Thursday, January 15

do the job in the interview

When an individual is interviewing for a new job, the word on the street is that this is the opportunity to do the work involved with the position. Rather than play the game of interviewing, it has been suggested that the candidate reinvent the intervirew by using the setting as the first day of work. After identifying a challenge associated with the position, the candidate then shows how s/he would take this on — not by talking about it but by beginning to actually do so. For example, instead of talking about how to re-design a doctoral program (assuming this is part of the new position) the redesign process begins during the interview.

We applied similar logic during applicant interviews for our graduate teacher education program. I was interviewing potential science teachers and I'm expected to invent a "content" question. Because it looks as if I'll be teaching the science methods course to these students this summer, I realized this was my opportunity to foreshadow the content of that course. Further, since the achievement gap data is so fascinating, I thought it would be revealing to ask the teacher applicants to engage in the work they will be doing in July.
We gave them some of the data from NAEP and invited them to comment upon what they made of this information. They were also asked to describe the possible implications for the classroom science teacher. At the very least, it made for interesting conversation and it was entertaining for me to watch them work to make sense of the material even as they attended to the comments being made by the one or two other applicants who were also at the table.
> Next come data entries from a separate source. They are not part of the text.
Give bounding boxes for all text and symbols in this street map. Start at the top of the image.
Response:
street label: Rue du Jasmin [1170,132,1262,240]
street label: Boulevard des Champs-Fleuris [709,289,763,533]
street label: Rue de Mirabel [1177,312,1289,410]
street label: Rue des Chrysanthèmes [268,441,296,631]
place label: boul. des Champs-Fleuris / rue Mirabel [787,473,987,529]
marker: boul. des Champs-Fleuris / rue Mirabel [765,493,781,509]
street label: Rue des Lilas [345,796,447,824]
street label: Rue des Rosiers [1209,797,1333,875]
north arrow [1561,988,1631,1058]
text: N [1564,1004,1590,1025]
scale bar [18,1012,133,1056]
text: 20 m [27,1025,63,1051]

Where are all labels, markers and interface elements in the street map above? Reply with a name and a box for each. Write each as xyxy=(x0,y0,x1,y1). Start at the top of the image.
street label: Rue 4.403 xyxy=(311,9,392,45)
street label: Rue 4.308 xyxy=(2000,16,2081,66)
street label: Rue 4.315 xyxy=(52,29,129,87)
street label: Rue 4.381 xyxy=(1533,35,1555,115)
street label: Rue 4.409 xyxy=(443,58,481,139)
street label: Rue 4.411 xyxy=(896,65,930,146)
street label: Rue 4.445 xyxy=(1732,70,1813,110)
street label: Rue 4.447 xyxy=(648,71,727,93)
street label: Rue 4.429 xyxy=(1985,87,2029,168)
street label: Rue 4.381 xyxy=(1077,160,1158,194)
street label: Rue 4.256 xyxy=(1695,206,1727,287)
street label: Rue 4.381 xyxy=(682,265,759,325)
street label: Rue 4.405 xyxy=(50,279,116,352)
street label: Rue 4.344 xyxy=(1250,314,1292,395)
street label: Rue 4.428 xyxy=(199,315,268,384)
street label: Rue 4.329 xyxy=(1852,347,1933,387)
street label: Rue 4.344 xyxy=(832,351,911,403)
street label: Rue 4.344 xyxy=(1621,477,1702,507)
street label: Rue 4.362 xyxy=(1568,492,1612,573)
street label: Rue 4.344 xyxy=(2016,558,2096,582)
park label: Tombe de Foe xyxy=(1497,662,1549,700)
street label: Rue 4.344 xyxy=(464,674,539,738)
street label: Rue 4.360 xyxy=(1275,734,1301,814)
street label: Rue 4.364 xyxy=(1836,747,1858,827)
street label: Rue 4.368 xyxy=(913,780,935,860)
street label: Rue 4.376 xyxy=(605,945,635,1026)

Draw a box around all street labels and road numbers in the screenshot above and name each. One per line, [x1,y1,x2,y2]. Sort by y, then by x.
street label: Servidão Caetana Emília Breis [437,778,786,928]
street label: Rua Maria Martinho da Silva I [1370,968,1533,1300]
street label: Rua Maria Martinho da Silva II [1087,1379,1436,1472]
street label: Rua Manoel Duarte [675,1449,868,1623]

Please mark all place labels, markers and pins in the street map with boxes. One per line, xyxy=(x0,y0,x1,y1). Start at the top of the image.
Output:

No, we didn't solve the problem of the achievement gap. But YES, we did learn a great deal about the applicants by how they wrestled with the issues. For one, we found out that some people are too caught up in their own lives (and the schooling experiences of their children) to take into consideration the wider population of school-aged children. Others revealed that they had already puzzled over similar data and those discrepancies were part of the reason they were leaving laboratory science to engage in science teaching. Was this a brilliant move to ask this kind of question: maybe. One reservation about claiming brilliance is that it has taken many years of being unfulfilled by the interview process for teacher applicants to FINALLY stumble across this approach. The tragedy is that this became the first time I felt as if we were asking our applicants to do the job during the interview.